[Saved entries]
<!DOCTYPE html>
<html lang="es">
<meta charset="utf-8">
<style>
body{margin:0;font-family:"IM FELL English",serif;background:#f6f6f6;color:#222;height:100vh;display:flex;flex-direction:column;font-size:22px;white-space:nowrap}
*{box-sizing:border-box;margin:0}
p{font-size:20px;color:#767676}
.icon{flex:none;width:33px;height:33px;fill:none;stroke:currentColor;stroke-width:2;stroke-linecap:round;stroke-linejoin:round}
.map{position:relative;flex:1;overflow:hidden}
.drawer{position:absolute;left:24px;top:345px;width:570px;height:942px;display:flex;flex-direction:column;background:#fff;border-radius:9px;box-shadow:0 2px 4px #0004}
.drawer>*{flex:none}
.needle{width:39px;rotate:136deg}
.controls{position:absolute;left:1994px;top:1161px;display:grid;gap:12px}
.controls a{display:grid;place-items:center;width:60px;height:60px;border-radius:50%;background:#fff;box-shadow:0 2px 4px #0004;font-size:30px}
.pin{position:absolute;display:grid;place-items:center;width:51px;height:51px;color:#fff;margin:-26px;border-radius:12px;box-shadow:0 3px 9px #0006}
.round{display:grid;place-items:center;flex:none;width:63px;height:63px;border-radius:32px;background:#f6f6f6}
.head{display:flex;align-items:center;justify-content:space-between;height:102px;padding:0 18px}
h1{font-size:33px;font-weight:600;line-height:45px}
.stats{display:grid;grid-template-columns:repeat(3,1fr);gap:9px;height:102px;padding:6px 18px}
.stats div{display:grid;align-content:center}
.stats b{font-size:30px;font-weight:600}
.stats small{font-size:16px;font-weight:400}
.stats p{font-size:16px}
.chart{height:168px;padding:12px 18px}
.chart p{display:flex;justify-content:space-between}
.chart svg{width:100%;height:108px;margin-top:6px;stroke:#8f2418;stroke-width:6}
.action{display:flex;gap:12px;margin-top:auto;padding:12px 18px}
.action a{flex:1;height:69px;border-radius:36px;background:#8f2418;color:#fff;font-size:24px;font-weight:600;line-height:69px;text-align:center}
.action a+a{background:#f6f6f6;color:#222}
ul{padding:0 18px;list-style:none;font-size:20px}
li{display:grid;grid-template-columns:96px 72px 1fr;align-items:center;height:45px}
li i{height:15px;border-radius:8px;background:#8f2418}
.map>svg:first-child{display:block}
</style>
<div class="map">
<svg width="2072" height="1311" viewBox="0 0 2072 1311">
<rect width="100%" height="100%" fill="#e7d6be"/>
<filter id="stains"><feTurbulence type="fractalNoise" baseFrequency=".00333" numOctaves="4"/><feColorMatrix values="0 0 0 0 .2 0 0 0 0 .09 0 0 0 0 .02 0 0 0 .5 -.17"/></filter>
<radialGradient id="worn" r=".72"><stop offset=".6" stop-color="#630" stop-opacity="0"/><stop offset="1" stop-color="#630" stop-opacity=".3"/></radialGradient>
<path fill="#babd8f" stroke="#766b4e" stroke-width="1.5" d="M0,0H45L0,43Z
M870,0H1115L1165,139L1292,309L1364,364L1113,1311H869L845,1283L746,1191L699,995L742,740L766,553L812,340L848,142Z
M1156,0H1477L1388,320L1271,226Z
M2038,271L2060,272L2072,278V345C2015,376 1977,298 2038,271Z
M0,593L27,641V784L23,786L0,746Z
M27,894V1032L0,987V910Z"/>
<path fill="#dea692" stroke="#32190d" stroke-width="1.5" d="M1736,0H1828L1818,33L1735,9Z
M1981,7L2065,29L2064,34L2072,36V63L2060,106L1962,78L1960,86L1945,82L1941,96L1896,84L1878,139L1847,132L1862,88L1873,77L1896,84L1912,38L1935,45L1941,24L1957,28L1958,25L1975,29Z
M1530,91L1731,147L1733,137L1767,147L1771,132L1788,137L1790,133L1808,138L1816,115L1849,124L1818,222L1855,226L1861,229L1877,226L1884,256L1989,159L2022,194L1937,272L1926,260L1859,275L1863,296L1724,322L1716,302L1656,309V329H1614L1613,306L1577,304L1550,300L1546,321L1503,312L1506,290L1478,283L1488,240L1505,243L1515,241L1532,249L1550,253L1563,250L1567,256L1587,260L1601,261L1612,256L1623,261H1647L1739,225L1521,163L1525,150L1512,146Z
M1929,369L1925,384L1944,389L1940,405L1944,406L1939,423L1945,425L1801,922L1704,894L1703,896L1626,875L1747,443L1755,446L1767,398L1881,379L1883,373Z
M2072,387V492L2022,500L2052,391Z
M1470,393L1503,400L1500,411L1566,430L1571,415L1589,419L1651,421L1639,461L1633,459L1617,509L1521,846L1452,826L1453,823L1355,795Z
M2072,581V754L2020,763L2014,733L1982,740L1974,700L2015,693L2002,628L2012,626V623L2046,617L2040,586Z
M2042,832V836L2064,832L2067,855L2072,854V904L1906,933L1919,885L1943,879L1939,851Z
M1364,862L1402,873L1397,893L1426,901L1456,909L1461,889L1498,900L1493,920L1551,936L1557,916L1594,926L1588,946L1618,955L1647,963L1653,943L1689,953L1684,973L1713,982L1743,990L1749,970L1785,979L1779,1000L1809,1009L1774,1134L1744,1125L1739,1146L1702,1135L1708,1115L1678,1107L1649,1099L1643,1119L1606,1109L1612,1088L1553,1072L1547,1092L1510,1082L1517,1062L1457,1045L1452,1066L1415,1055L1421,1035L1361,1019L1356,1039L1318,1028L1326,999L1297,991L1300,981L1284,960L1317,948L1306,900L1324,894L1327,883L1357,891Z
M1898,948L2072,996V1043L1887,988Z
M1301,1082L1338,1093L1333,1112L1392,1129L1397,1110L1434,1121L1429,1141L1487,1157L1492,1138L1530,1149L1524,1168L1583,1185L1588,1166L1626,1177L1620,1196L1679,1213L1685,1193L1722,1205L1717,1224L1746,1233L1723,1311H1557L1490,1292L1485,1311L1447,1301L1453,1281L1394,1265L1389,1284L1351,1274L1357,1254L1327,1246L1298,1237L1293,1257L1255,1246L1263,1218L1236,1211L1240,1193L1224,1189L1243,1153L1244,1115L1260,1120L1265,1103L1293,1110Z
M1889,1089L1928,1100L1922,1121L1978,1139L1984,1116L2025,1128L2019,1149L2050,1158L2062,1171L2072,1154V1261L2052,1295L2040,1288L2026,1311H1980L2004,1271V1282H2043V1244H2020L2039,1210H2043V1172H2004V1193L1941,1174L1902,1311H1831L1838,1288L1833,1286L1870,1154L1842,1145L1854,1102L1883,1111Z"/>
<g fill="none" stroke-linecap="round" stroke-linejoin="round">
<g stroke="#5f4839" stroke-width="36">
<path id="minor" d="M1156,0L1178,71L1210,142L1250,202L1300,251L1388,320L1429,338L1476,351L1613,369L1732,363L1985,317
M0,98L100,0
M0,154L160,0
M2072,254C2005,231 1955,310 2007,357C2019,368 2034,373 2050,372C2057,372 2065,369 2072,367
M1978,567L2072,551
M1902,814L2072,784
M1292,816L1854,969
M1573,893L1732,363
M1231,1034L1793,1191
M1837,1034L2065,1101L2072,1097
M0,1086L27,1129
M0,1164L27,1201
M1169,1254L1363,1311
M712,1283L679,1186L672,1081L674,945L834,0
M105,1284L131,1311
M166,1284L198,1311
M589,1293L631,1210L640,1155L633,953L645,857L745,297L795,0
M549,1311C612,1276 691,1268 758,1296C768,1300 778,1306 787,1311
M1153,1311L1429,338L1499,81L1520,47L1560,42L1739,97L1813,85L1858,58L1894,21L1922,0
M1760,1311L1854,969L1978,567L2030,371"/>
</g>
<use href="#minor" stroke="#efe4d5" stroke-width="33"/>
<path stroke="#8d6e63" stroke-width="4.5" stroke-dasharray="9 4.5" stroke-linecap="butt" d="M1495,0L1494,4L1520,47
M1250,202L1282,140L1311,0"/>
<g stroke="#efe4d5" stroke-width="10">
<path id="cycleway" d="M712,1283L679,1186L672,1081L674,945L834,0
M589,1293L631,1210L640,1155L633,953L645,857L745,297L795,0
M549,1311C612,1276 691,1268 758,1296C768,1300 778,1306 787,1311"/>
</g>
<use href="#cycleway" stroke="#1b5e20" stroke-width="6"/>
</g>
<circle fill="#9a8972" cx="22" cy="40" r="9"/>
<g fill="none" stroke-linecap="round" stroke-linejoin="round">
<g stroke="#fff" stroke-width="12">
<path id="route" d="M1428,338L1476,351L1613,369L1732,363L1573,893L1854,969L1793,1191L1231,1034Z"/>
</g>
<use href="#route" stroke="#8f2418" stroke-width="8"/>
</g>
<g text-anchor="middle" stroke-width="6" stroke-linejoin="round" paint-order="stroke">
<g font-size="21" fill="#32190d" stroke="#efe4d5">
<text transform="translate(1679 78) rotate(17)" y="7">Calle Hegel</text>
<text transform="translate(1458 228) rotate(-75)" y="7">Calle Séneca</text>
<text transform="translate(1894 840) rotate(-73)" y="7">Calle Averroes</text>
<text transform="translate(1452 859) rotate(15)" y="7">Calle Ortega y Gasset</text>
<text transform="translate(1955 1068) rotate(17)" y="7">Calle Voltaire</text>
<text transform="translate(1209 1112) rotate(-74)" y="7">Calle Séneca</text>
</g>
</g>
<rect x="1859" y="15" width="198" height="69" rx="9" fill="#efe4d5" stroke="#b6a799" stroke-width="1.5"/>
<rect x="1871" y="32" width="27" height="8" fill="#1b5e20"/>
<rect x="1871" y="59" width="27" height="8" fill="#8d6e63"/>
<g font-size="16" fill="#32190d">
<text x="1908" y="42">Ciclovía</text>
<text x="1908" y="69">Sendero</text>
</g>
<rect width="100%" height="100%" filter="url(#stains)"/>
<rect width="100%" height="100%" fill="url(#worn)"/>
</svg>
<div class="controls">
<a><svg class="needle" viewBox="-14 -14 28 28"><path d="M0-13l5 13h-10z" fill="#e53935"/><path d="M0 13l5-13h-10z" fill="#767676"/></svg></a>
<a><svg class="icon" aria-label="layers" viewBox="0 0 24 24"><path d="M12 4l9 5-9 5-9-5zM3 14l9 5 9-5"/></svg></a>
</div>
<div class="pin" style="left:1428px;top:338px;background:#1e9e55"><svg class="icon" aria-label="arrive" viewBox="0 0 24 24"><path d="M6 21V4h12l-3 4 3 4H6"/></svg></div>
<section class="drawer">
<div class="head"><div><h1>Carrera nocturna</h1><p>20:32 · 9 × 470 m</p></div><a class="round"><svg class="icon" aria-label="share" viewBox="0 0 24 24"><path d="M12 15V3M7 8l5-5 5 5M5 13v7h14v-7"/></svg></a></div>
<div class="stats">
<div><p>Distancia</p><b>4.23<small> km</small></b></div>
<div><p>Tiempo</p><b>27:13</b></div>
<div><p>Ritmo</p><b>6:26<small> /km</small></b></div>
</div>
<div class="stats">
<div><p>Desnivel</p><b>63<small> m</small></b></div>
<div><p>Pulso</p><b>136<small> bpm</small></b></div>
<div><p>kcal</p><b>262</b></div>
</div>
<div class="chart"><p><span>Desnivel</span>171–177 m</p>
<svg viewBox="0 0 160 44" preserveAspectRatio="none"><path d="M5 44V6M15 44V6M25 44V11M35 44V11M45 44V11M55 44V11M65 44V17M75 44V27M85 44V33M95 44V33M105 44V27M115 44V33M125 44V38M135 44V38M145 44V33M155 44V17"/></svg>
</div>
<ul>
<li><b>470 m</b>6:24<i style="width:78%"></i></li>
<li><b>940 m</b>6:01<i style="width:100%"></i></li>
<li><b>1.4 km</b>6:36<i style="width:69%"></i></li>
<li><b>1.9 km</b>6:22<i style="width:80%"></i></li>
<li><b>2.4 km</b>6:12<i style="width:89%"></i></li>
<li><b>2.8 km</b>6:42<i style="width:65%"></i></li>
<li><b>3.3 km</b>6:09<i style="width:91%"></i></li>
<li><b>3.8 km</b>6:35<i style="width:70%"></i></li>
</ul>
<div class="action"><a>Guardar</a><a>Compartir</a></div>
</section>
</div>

Assignment
Lines in the records above that carry the word "shadow" are to be located and copied.

Solution for this task
.drawer{position:absolute;left:24px;top:345px;width:570px;height:942px;display:flex;flex-direction:column;background:#fff;border-radius:9px;box-shadow:0 2px 4px #0004}
.controls a{display:grid;place-items:center;width:60px;height:60px;border-radius:50%;background:#fff;box-shadow:0 2px 4px #0004;font-size:30px}
.pin{position:absolute;display:grid;place-items:center;width:51px;height:51px;color:#fff;margin:-26px;border-radius:12px;box-shadow:0 3px 9px #0006}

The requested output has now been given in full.